Task: Look at each line below and count those with the word "list"; the answer is that number only.

Exercise data:
----------
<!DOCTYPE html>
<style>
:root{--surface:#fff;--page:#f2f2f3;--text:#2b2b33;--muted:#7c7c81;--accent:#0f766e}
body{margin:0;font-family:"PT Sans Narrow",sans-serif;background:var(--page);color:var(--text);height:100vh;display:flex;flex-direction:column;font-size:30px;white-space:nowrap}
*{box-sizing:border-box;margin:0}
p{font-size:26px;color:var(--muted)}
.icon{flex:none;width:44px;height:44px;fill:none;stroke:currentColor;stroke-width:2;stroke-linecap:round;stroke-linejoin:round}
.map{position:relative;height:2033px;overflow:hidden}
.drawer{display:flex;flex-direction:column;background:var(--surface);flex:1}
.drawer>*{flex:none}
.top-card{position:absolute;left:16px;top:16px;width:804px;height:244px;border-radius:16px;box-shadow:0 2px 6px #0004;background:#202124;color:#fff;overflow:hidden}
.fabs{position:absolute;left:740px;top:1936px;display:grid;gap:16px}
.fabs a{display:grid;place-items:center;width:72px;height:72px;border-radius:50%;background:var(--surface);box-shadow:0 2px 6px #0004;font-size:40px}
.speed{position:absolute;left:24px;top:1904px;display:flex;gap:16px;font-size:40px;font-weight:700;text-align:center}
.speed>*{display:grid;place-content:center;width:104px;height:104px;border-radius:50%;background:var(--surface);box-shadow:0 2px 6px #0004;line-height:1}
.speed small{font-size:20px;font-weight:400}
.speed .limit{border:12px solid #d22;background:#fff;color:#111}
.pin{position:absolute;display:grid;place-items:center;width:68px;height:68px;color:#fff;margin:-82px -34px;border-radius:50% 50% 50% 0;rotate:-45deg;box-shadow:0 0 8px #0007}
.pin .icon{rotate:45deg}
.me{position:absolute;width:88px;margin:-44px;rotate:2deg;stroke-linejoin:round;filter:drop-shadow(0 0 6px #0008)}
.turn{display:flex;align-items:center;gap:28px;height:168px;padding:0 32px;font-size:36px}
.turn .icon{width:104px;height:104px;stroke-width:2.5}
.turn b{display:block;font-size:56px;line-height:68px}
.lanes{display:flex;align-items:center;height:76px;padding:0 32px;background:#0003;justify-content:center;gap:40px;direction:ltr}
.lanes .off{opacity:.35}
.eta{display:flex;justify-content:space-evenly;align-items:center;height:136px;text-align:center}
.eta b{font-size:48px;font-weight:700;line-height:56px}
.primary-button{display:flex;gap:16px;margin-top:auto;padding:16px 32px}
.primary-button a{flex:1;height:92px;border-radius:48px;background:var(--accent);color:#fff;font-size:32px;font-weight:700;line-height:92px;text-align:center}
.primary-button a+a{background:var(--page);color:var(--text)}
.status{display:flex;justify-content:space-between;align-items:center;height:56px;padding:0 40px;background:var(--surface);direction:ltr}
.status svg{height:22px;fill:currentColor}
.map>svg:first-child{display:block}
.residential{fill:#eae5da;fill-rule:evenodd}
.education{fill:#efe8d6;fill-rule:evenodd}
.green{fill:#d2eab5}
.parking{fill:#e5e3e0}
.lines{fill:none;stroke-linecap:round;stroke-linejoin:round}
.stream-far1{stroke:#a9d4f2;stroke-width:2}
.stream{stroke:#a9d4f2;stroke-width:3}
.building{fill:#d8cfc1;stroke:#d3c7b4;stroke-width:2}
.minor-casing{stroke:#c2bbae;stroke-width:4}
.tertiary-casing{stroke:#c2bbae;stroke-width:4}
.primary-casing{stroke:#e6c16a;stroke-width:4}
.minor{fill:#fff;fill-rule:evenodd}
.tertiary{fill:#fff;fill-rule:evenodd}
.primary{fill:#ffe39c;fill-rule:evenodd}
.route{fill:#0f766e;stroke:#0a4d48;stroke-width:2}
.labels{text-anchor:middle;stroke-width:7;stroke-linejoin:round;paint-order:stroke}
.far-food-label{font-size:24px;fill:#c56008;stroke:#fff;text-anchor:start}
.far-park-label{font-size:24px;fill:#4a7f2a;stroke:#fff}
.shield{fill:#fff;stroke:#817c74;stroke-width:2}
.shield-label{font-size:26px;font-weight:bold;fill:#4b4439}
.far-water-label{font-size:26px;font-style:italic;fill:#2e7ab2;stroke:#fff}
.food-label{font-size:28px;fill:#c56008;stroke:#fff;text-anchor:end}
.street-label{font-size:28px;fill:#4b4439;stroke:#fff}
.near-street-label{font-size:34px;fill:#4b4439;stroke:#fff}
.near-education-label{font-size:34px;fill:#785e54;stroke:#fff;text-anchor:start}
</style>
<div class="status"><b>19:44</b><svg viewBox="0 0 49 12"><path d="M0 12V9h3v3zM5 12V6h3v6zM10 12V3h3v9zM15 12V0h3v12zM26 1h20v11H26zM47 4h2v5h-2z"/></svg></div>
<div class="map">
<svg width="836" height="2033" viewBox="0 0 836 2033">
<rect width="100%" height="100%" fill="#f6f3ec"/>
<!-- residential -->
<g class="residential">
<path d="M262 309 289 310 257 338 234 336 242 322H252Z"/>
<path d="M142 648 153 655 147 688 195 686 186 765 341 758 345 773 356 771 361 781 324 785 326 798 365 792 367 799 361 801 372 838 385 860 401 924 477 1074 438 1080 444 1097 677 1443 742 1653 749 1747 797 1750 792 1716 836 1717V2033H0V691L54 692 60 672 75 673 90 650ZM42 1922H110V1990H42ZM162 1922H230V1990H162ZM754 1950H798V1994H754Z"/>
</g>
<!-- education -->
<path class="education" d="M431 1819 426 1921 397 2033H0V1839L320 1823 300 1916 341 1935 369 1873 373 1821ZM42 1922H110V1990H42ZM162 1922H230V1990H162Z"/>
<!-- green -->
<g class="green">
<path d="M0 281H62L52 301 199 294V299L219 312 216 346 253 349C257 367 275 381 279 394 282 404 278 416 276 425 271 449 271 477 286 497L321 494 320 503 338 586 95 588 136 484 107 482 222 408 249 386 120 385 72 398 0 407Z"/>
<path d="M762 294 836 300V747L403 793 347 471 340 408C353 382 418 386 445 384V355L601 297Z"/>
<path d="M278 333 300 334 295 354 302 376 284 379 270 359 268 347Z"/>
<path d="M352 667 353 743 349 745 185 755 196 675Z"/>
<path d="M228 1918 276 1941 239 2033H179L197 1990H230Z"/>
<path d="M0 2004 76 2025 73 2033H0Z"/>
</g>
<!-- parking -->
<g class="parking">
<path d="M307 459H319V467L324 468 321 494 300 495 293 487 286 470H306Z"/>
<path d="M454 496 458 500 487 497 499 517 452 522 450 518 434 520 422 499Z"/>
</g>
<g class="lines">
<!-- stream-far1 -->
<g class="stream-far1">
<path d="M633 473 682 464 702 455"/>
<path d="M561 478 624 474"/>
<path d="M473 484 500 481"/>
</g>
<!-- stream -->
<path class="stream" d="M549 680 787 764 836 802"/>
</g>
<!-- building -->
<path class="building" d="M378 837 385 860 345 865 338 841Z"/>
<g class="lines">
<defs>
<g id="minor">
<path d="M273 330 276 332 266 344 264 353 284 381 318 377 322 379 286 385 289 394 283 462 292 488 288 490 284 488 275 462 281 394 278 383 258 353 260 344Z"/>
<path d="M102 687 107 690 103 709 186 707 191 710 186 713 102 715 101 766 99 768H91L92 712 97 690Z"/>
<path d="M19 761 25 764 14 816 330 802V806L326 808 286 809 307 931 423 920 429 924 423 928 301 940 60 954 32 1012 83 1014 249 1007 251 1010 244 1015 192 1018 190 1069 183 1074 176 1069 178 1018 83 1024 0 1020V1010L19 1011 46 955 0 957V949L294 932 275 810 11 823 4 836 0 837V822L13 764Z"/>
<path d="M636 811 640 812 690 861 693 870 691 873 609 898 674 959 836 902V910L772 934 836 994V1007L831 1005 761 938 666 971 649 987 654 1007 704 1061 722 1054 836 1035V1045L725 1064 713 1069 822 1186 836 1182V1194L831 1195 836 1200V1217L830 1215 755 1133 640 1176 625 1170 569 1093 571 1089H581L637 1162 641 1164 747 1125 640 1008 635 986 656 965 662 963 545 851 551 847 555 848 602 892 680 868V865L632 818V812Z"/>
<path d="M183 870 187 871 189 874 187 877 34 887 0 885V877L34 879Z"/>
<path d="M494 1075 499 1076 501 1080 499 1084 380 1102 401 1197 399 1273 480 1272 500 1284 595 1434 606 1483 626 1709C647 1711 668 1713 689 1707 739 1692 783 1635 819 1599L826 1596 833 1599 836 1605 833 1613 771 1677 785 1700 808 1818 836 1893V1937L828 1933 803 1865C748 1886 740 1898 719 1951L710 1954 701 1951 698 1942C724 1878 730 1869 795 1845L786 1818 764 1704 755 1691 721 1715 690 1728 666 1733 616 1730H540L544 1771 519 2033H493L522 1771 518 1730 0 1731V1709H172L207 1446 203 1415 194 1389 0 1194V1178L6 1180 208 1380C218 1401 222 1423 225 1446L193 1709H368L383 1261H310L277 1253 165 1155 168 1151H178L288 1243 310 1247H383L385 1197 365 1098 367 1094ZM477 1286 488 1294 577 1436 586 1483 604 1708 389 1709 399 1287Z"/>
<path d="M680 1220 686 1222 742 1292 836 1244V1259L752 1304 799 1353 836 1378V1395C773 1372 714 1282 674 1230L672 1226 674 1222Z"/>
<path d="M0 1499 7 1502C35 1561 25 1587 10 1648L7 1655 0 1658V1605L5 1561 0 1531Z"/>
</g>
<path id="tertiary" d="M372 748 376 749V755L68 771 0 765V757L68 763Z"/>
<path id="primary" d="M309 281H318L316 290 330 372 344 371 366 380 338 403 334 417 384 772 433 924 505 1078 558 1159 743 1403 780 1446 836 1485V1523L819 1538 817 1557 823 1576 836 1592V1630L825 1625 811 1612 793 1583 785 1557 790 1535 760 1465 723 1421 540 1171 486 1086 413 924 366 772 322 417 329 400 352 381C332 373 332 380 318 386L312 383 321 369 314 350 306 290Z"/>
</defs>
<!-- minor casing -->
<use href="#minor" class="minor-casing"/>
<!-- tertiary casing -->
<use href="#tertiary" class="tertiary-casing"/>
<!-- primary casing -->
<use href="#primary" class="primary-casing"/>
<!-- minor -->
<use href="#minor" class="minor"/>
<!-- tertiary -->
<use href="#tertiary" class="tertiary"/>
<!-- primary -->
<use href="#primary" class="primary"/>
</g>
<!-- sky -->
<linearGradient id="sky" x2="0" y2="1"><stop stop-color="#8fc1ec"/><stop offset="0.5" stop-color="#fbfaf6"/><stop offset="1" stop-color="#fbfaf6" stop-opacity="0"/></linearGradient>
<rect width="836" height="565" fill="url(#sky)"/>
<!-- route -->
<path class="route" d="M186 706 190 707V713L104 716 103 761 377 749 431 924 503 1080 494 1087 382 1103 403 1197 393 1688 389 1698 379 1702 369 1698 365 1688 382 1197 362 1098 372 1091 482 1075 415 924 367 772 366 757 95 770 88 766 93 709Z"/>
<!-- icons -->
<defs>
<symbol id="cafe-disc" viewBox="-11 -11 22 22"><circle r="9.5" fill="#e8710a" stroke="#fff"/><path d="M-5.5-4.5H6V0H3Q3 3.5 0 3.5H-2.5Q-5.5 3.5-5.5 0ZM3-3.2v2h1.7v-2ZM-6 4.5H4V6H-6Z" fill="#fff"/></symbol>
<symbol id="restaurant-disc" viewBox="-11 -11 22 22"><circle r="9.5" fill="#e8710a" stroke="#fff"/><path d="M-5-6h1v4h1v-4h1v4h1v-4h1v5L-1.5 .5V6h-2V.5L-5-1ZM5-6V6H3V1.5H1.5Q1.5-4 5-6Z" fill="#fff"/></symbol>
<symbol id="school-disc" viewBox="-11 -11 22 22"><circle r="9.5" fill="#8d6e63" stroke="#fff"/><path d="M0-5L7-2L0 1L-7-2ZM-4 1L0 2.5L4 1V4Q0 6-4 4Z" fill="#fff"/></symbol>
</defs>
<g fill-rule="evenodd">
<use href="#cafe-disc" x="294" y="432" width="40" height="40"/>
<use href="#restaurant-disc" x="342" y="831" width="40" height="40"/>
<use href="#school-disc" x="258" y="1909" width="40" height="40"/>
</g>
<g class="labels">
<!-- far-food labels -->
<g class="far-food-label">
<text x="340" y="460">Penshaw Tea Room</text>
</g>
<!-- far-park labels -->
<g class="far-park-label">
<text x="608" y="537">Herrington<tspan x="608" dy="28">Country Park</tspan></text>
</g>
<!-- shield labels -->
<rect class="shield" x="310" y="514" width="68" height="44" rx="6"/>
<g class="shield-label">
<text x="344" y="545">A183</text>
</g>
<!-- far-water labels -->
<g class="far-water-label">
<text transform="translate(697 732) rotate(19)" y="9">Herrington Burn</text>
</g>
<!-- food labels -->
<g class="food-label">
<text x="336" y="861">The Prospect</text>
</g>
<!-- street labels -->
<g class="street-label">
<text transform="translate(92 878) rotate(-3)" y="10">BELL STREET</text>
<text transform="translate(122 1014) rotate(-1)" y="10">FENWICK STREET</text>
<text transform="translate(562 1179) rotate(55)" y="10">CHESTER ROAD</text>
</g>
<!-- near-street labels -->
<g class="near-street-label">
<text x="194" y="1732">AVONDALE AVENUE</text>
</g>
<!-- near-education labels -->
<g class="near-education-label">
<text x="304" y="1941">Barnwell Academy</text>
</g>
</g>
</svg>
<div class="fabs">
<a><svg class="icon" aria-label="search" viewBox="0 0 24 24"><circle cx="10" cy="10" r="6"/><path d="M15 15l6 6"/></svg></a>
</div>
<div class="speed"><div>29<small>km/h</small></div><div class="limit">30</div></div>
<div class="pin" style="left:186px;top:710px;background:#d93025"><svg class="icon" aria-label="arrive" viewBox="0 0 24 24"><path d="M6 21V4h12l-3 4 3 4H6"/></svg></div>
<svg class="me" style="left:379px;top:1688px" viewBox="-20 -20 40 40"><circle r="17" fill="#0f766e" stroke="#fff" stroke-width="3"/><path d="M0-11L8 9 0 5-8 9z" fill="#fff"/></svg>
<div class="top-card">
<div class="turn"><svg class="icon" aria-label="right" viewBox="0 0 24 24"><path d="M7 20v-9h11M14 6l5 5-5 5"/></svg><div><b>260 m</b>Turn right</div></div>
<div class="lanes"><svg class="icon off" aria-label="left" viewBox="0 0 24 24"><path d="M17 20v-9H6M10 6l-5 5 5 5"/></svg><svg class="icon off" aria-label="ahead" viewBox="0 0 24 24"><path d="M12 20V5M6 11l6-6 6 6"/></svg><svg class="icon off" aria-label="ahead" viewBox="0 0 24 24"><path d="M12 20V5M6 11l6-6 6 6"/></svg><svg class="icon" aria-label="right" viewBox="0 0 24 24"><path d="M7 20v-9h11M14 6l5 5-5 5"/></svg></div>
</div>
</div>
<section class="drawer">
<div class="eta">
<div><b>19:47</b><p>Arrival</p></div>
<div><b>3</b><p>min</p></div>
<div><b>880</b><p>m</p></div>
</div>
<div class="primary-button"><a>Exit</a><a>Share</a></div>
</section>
----------
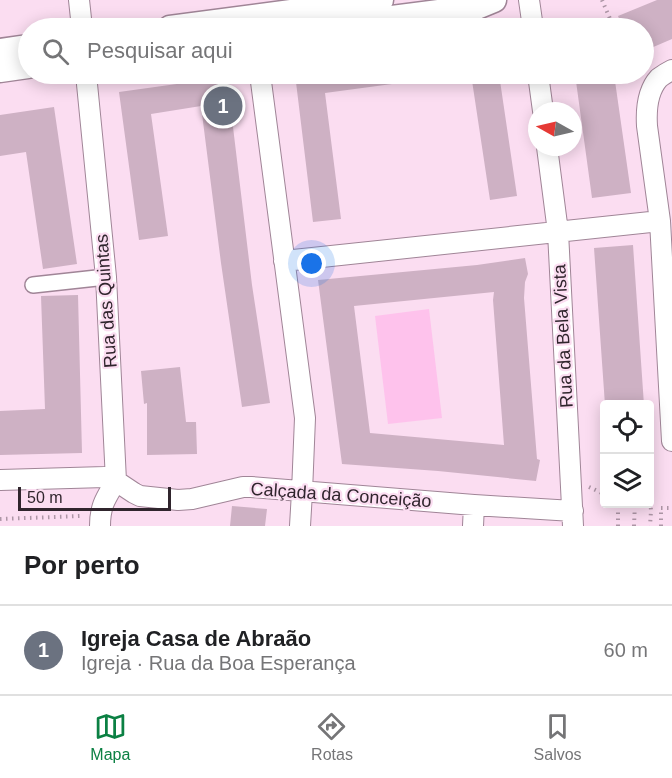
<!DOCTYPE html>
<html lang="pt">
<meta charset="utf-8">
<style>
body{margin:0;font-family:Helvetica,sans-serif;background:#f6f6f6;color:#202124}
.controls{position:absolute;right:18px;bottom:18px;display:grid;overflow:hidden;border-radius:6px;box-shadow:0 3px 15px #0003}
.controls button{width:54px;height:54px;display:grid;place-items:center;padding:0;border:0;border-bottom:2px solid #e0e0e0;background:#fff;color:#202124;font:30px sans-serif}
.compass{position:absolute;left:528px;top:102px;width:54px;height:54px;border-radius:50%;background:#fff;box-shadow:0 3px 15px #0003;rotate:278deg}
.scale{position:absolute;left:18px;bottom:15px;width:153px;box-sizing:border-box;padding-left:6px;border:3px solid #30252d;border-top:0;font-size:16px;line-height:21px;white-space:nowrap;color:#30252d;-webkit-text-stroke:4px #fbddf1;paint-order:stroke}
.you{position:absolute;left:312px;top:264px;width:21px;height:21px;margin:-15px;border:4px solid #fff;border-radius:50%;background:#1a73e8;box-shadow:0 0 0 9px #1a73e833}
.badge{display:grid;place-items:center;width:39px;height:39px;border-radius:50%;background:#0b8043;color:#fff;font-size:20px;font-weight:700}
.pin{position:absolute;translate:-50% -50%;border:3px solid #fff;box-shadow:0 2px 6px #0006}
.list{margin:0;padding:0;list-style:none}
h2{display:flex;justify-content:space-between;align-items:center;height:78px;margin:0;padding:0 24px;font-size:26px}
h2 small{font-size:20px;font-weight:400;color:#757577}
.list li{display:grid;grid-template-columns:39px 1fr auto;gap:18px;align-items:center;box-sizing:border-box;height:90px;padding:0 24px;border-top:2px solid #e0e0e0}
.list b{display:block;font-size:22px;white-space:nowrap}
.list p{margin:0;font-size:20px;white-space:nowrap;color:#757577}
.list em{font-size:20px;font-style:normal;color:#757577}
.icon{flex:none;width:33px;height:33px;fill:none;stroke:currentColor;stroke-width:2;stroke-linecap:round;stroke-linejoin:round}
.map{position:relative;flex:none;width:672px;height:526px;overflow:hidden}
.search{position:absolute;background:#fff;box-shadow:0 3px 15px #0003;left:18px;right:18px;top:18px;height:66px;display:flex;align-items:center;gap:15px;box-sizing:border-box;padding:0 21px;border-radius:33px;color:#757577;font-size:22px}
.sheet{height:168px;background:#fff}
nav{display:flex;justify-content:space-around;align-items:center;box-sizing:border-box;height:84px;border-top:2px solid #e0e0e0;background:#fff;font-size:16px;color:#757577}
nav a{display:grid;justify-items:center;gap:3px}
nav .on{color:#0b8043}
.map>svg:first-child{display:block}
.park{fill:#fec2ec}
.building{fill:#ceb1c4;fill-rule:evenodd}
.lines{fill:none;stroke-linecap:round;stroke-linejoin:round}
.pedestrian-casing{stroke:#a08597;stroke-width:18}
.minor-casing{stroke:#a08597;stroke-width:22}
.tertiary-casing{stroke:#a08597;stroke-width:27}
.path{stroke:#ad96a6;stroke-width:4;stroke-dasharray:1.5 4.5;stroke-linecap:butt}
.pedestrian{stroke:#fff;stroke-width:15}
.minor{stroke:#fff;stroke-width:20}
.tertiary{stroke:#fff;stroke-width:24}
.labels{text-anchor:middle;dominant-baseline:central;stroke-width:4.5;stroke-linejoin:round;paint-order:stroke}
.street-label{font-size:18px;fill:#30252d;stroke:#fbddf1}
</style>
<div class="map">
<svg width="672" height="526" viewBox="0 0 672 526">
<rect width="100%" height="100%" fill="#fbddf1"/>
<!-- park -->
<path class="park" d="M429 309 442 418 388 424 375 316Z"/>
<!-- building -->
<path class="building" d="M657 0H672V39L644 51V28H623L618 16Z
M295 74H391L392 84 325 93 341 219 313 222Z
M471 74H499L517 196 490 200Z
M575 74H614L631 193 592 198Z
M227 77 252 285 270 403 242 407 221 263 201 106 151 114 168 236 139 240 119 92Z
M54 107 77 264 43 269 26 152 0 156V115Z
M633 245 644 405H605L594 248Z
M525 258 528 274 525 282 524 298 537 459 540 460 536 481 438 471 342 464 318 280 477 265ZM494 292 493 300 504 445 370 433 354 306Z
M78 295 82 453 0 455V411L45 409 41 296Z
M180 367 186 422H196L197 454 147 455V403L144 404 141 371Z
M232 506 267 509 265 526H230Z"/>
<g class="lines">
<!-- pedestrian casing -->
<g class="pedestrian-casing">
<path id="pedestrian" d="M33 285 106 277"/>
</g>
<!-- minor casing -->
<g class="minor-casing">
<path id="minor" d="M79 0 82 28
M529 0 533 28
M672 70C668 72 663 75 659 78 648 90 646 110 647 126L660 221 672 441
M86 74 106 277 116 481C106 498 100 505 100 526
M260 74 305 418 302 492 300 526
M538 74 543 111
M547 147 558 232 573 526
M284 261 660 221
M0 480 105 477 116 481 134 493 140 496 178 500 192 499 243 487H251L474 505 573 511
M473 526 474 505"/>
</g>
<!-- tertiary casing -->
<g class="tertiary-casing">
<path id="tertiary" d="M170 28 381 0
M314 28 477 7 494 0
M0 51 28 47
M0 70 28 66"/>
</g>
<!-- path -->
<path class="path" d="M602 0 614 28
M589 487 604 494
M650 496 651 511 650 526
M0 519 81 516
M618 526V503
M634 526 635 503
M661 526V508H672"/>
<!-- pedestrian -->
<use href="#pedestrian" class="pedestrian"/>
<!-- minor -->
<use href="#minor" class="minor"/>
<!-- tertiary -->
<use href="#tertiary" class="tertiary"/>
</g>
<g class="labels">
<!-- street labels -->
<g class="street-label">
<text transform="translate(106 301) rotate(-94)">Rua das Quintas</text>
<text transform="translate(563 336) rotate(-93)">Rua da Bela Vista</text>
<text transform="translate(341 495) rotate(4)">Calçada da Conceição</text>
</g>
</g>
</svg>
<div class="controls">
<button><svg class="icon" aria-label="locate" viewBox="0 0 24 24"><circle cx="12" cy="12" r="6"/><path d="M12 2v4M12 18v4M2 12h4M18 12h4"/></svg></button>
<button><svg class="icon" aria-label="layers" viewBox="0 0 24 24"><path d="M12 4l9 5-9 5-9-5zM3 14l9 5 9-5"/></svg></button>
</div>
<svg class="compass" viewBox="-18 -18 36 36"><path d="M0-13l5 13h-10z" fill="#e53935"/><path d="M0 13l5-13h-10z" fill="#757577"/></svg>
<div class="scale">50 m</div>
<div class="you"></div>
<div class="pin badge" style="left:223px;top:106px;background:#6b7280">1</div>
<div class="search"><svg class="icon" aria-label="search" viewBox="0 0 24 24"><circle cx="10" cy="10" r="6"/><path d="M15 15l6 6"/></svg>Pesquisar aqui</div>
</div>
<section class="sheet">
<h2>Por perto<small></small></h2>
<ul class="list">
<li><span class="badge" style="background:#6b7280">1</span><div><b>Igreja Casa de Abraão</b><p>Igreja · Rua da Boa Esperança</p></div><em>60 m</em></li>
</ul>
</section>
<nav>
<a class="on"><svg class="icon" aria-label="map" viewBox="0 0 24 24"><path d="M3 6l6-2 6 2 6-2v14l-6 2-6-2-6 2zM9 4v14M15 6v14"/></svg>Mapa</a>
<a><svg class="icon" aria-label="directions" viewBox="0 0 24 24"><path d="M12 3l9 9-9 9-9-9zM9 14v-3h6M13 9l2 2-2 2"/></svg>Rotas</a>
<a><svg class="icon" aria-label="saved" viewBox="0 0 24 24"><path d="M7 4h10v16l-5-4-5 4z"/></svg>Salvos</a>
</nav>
----------
Answer for the task: 6